**Work instructions**
Every line from the one containing "Quick job: Convert" to the final line of the material below must be reproduced exactly; leave out all other lines.

↓↓↓

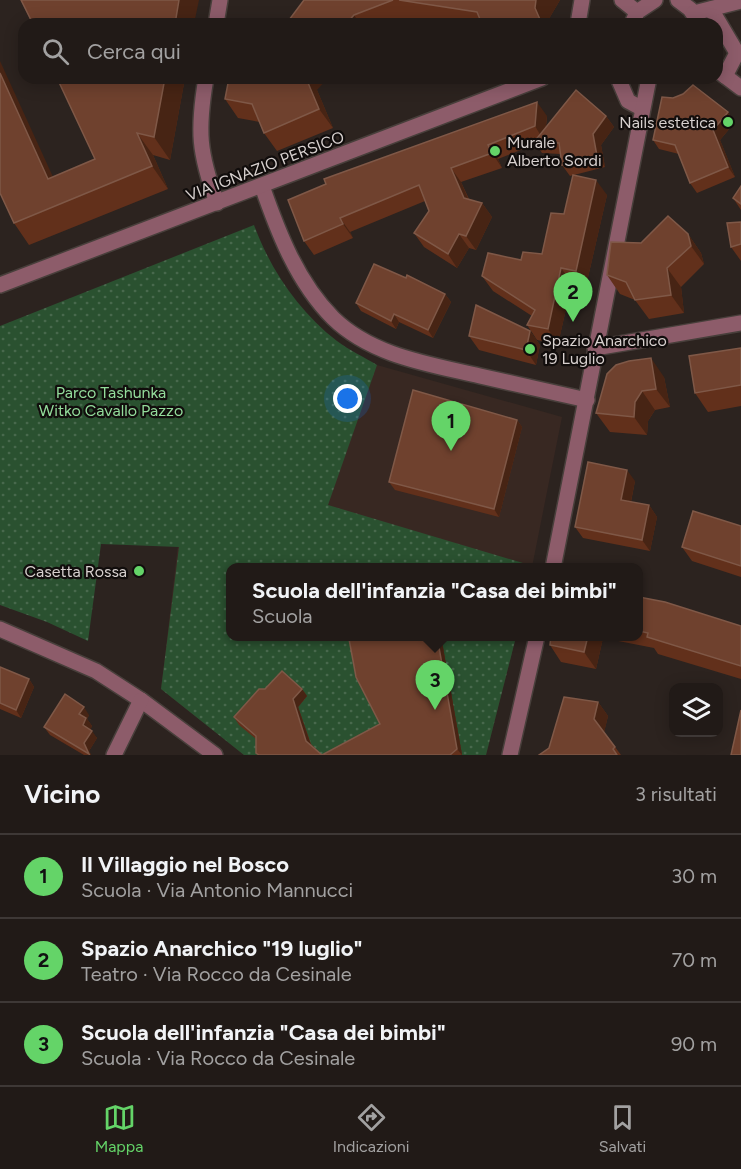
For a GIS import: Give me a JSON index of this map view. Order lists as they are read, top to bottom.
{
  "streets": {
    "street": ["VIA IGNAZIO PERSICO"]
  },
  "parks": ["Parco Tashunka Witko Cavallo Pazzo"],
  "places": [
    "Nails estetica",
    "Murale Alberto Sordi",
    "Spazio Anarchico 19 Luglio",
    "Casetta Rossa"
  ],
  "page": {
    "search": "Cerca qui",
    "pins": ["2", "1", "3"],
    "popup": ["Scuola dell'infanzia \"Casa dei bimbi\"", "Scuola"],
    "heading": ["Vicino", "3 risultati"],
    "list": [
      {
        "mark": "1",
        "name": "Il Villaggio nel Bosco",
        "note": "Scuola · Via Antonio Mannucci",
        "value": "30 m"
      },
      {
        "mark": "2",
        "name": "Spazio Anarchico \"19 luglio\"",
        "note": "Teatro · Via Rocco da Cesinale",
        "value": "70 m"
      },
      {
        "mark": "3",
        "name": "Scuola dell'infanzia \"Casa dei bimbi\"",
        "note": "Scuola · Via Rocco da Cesinale",
        "value": "90 m"
      }
    ],
    "nav": ["Mappa", "Indicazioni", "Salvati"]
  }
}
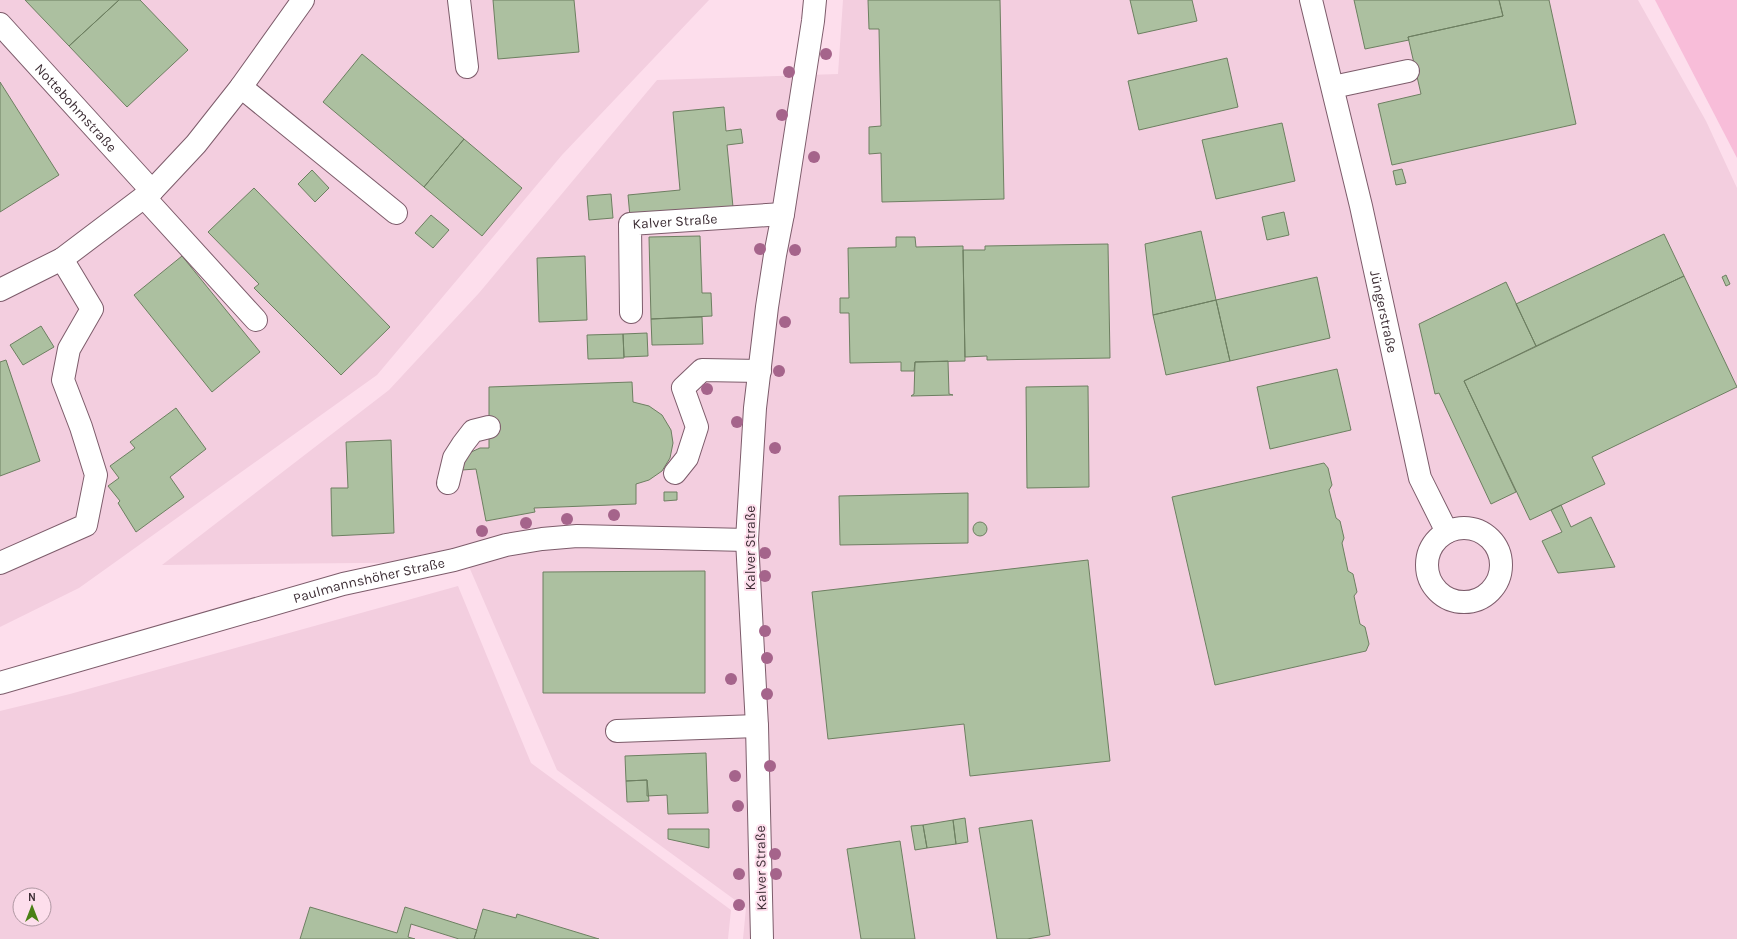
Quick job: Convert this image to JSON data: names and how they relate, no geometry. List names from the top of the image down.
{
  "streets": {
    "street": [
      "Nottebohmstraße",
      "Kalver Straße",
      "Jüngerstraße",
      "Paulmannshöher Straße"
    ]
  },
  "crossings": [
    ["Kalver Straße", "Paulmannshöher Straße"]
  ],
  "north": "top"
}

↑↑↑

**Completed task**
Quick job: Convert this image to JSON data: names and how they relate, no geometry. List names from the top of the image down.
{
  "streets": {
    "street": [
      "Nottebohmstraße",
      "Kalver Straße",
      "Jüngerstraße",
      "Paulmannshöher Straße"
    ]
  },
  "crossings": [
    ["Kalver Straße", "Paulmannshöher Straße"]
  ],
  "north": "top"
}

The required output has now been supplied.